> **Records supplied**
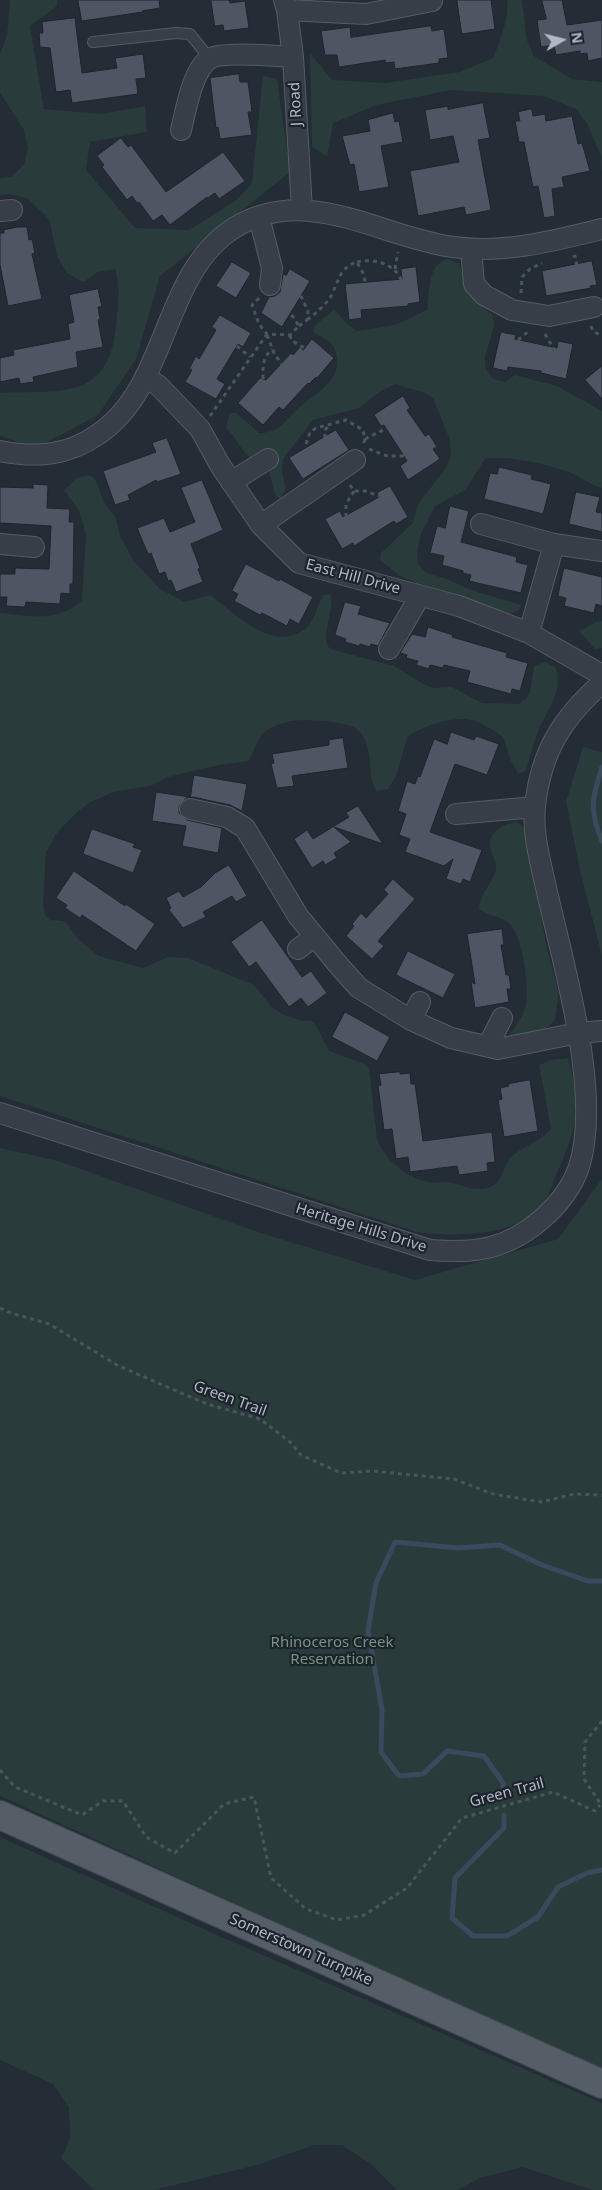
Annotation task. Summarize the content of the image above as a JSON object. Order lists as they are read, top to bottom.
{
  "streets": {
    "main road": ["Somerstown Turnpike"],
    "street": ["J Road", "East Hill Drive", "Heritage Hills Drive"],
    "path": ["Green Trail"]
  },
  "parks": ["Rhinoceros Creek Reservation"],
  "north": "right"
}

> **Work required**
Line by line, write out the material above exactly, with no images.

> **Solution to this problem**
Annotation task. Summarize the content of the image above as a JSON object. Order lists as they are read, top to bottom.
{
  "streets": {
    "main road": ["Somerstown Turnpike"],
    "street": ["J Road", "East Hill Drive", "Heritage Hills Drive"],
    "path": ["Green Trail"]
  },
  "parks": ["Rhinoceros Creek Reservation"],
  "north": "right"
}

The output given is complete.